Records to use:

********

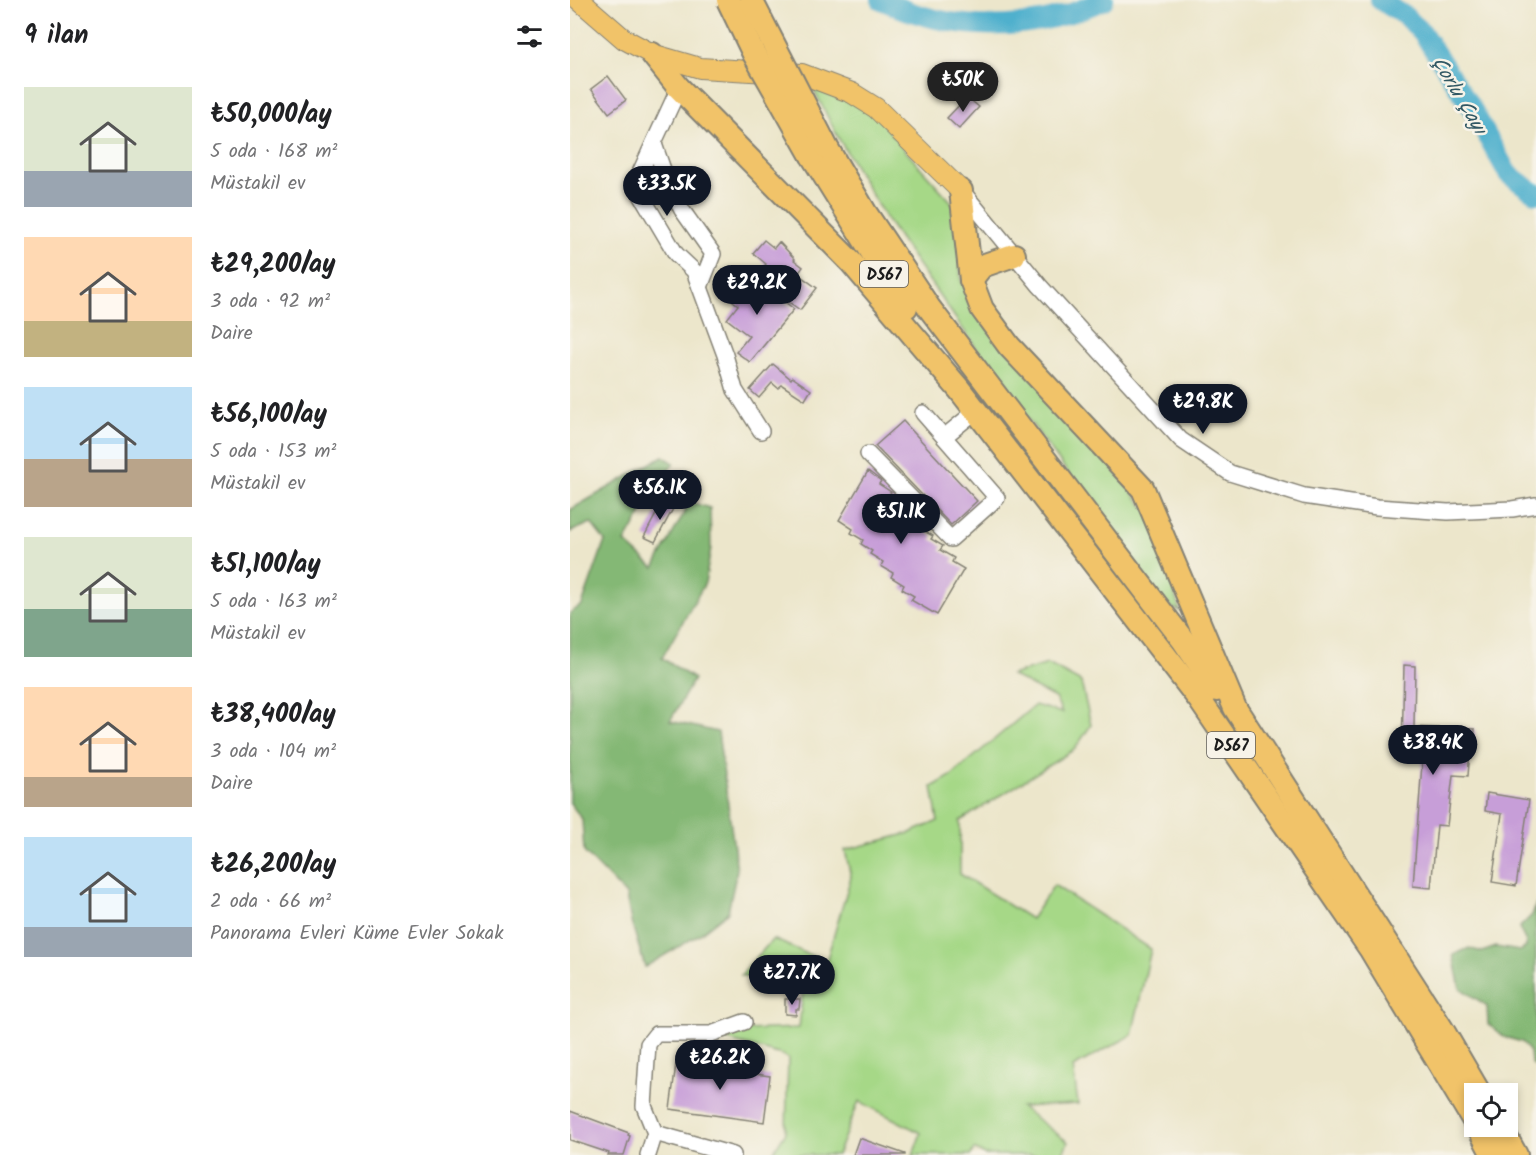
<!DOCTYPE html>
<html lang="tr">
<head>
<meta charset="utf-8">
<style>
	:root { --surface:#fff; --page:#f2f2f2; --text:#202124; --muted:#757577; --accent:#111827 }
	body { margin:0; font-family:Kalam,sans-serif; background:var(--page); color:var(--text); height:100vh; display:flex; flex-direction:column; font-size:22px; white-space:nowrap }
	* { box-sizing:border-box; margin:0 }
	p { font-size:20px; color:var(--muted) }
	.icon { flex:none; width:33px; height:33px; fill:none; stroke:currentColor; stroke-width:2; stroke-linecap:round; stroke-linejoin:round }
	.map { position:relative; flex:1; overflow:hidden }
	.side { display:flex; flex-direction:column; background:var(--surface); width:570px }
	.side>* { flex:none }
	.buttons { position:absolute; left:894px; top:1083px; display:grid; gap:12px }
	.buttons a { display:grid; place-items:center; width:54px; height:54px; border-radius:0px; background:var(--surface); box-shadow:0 3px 9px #0003; font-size:30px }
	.price { position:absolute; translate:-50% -51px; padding:0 14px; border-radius:21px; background:var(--accent); color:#fff; font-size:20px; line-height:39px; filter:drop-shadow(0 2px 3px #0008) }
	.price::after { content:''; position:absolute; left:50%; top:36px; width:18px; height:14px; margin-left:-9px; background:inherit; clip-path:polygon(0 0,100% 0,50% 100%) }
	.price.active { background:#222; color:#fff }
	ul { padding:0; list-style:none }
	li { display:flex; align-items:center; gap:18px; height:150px; padding:0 24px }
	li span { display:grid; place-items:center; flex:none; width:168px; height:120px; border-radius:0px; color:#555 }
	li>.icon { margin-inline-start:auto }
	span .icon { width:72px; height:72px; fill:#fffc; stroke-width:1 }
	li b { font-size:26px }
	h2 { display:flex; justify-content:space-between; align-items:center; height:72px; padding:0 24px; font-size:26px }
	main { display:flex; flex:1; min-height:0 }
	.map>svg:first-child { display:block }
</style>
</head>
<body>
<main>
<section class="side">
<h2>9 ilan<svg class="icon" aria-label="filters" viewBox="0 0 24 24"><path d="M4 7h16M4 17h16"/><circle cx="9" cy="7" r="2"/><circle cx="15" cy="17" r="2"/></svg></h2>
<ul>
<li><span style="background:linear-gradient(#dfe7d0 70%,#9aa5b1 0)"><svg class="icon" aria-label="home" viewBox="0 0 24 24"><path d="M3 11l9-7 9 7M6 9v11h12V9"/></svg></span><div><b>₺50,000/ay</b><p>5 oda · 168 m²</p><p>Müstakil ev</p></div></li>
<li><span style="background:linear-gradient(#ffd9b3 70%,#c2b280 0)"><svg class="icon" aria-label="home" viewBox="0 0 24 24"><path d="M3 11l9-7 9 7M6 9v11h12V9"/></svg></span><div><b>₺29,200/ay</b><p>3 oda · 92 m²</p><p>Daire</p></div></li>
<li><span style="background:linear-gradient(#bfe0f5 60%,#b9a48a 0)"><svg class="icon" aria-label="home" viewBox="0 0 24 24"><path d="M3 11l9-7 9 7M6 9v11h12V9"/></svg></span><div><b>₺56,100/ay</b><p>5 oda · 153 m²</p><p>Müstakil ev</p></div></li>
<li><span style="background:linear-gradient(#dfe7d0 60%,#7fa58c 0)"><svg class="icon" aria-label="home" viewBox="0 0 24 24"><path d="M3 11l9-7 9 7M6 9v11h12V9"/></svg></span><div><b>₺51,100/ay</b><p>5 oda · 163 m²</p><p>Müstakil ev</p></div></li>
<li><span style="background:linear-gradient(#ffd9b3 75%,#b9a48a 0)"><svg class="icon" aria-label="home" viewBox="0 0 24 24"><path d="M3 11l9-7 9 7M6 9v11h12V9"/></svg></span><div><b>₺38,400/ay</b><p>3 oda · 104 m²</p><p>Daire</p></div></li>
<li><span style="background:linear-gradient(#bfe0f5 75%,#9aa5b1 0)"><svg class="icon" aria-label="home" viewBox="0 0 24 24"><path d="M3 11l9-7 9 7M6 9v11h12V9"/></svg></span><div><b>₺26,200/ay</b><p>2 oda · 66 m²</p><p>Panorama Evleri Küme Evler Sokak</p></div></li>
</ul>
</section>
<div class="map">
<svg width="966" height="1155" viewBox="0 0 966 1155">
	<rect width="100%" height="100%" fill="#f7f3e8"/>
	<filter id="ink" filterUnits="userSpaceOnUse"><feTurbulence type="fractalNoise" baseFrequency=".0167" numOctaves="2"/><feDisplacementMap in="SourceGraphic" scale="12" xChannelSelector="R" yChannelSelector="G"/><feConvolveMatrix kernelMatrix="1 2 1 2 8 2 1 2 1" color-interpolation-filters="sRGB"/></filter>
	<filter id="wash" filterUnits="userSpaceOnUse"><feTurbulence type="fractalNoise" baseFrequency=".008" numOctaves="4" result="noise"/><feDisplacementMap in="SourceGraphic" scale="24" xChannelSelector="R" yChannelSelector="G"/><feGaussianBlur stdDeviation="1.35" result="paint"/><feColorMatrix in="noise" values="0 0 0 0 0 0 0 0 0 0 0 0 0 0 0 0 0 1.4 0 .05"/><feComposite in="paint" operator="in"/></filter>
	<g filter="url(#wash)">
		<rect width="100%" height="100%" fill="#ece6cb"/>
		<g fill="#a6d887" stroke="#617a52" stroke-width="1.5">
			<path d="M 239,80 L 300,107 L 331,146 L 387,208 L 391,281 L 579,513 L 610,611 L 600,607 L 586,592 L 421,369 L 316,219 L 269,139 Z"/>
			<path d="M 478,664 L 511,682 L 521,725 L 505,749 L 390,821 L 390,874 L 461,919 L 484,885 L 581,949 L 562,1035 L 503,1067 L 508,1104 L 451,1107 L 498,1142 L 492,1155 L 415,1155 L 404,1149 L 401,1155 L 343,1155 L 351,1133 L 289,1101 L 267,1155 L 201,1155 L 216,1132 L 218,1059 L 212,1055 L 154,1039 L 174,1030 L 229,1028 L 233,992 L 171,975 L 203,939 L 256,962 L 281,877 L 275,850 L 340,833 L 368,821 L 362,787 L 381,776 L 465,705 L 492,713 L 485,698 L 441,675 Z"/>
		</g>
		<g fill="#84b874" stroke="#506a48" stroke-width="1.5">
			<path d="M 93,456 L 104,463 L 88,485 L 55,542 L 84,568 L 120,502 L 140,508 L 141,548 L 135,583 L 92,658 L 124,679 L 100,721 L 148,732 L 167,870 L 158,912 L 130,934 L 75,967 L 61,921 L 56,895 L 14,852 L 12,819 L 0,803 L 0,613 L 12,605 L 35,541 L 21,523 L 0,532 L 0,510 Z"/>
			<path d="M 966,904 L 966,1067 L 961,1063 L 960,1052 L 952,1042 L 934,1037 L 918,1024 L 917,1006 L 890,988 L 883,955 L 899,948 L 912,952 L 926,947 L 950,951 L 956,947 L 956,942 L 949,928 L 962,915 Z"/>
		</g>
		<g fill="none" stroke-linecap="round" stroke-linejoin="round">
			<g stroke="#4fb0cd" stroke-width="20">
				<path d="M 311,0 C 384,34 462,34 534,0"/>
				<path d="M 810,0 L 835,16 L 852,32 L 904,112 L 938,174 L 966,194"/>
			</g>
		</g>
		<g id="blocks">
			<g fill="#c79ed8">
				<path d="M 38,76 L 56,100 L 39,113 L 21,89 Z"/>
				<path d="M 397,97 L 409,107 L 389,129 L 377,118 Z"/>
				<path d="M 194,240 L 204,248 L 209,242 L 225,259 L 224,260 L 233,267 L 228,274 L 247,288 L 230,310 L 219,302 L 228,290 L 193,268 L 196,264 L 183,253 Z"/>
				<path d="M 185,279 L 224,309 L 180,362 L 166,352 L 179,336 L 157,319 L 168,305 L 152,292 L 160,283 L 173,295 Z"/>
				<path d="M 203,364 L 221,379 L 222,377 L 241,390 L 235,400 L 212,385 L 208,388 L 202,383 L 189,398 L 180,390 Z"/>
				<path d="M 333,421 L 407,501 L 381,525 L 305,446 Z"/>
				<path d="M 298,471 L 311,481 L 309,484 L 321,492 L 319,495 L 331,501 L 329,505 L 342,513 L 340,517 L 352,524 L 349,528 L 363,536 L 361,539 L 373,546 L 370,550 L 384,558 L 382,562 L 394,569 L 367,615 L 341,600 L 344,596 L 332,589 L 334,585 L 321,577 L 323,573 L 311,566 L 313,562 L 300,554 L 302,551 L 291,544 L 293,540 L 281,533 L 283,529 L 269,520 Z"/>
				<path d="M 94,499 L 105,505 L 85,542 L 74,537 Z"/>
				<path d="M 834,665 L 845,666 L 844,727 L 905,729 L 904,751 L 900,751 L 898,776 L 883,775 L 877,826 L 867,825 L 861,888 L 843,886 L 853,750 L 832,750 Z"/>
				<path d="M 917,793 L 959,800 L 946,886 L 922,882 L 932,814 L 915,811 Z"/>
				<path d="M 215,999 L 230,999 L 229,1009 L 226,1009 L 226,1015 L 215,1014 Z"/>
				<path d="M 130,1057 L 165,1062 L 163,1071 L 200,1076 L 194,1122 L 100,1109 L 106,1064 L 129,1067 Z"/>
				<path d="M 0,1111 L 59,1133 L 58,1135 L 60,1136 L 54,1155 L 38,1155 L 39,1153 L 0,1140 Z"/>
				<path d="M 289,1138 L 335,1154 L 335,1155 L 283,1155 Z"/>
			</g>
		</g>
	</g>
	<g filter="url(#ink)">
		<use href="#blocks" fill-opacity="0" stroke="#848174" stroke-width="1.5"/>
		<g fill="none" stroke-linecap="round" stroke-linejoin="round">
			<g stroke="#848174" stroke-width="18">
				<g id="minor">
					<path d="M 109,88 L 68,177 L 71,195 L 106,254 L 124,271 L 155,355 L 165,390 L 191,431"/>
					<path d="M 84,144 L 97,181 L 112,210 L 143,254 L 130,287"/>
					<path d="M 392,191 L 470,286 L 611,440 L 660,473 L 734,496 L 807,507 L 878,512 L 942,509 L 966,505"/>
					<path d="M 374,437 L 406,411"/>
					<path d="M 298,454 L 381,539 L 427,498 L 353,413"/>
					<path d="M 85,1133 L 163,1155"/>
					<path d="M 78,1155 L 85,1133 L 74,1106 L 78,1044 L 86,1034 L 141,1034 L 174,1022"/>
				</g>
			</g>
			<g stroke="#848174" stroke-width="22">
				<path id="major" d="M 9,0 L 54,39 L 82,54 L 130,68 L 232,74 L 282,93 L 306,108 L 391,191"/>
			</g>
			<g stroke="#848174" stroke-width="26">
				<g id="highway">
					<path d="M 82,54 L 109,88 L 281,262 L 389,389 L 629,699 L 801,950 L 904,1121"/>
					<path d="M 257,148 L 295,212 L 360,309 L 613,640 L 647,690"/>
					<path d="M 242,156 L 336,307"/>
					<path d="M 391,191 L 401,280 L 412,309 L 439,346 L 573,489 L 665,708 L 872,1029 L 910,1094"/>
					<path d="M 401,280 L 412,266 L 444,255"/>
					<path d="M 908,1126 L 923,1155"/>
					<path d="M 930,1126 L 946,1155"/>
				</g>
			</g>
			<use href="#minor" stroke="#fff" stroke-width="15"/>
			<use href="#major" stroke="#f1c369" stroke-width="20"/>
			<use href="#highway" stroke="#f1c369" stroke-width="22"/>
			<g stroke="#848174" stroke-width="26" stroke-linecap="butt">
				<g id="highway-bridge">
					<path d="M 158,0 L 183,52 L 242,156"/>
					<path d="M 181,0 L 257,148"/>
				</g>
			</g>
			<use href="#highway-bridge" stroke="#f1c369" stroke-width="22"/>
		</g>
	</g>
	<g text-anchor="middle" stroke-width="5" stroke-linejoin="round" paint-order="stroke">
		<g fill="#f7f3e8" stroke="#5e5c59" stroke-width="1.5">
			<rect x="290" y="261" width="48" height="26" rx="4.5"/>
			<rect x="637" y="732" width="48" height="26" rx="4.5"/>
		</g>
		<g font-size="16" font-weight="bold" fill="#1c1c1c">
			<text x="314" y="280">D567</text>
			<text x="661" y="751">D567</text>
		</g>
		<g font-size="20" font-style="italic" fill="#305763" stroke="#f7f3e8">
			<text transform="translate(890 95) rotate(59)" y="7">Çorlu Çayı</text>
		</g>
	</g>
</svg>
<div class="buttons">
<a><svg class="icon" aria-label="locate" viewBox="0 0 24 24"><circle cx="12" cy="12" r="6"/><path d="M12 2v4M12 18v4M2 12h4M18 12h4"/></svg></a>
</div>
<b class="price active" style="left:393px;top:113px">₺50K</b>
<b class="price" style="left:97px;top:217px">₺33.5K</b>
<b class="price" style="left:187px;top:316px">₺29.2K</b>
<b class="price" style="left:633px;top:435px">₺29.8K</b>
<b class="price" style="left:90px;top:521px">₺56.1K</b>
<b class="price" style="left:331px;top:545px">₺51.1K</b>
<b class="price" style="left:863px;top:776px">₺38.4K</b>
<b class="price" style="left:222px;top:1006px">₺27.7K</b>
<b class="price" style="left:150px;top:1091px">₺26.2K</b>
</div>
</main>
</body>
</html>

********

If a line above holds the string "buttons", copy it out.

Result below:
	.buttons { position:absolute; left:894px; top:1083px; display:grid; gap:12px }
	.buttons a { display:grid; place-items:center; width:54px; height:54px; border-radius:0px; background:var(--surface); box-shadow:0 3px 9px #0003; font-size:30px }
<div class="buttons">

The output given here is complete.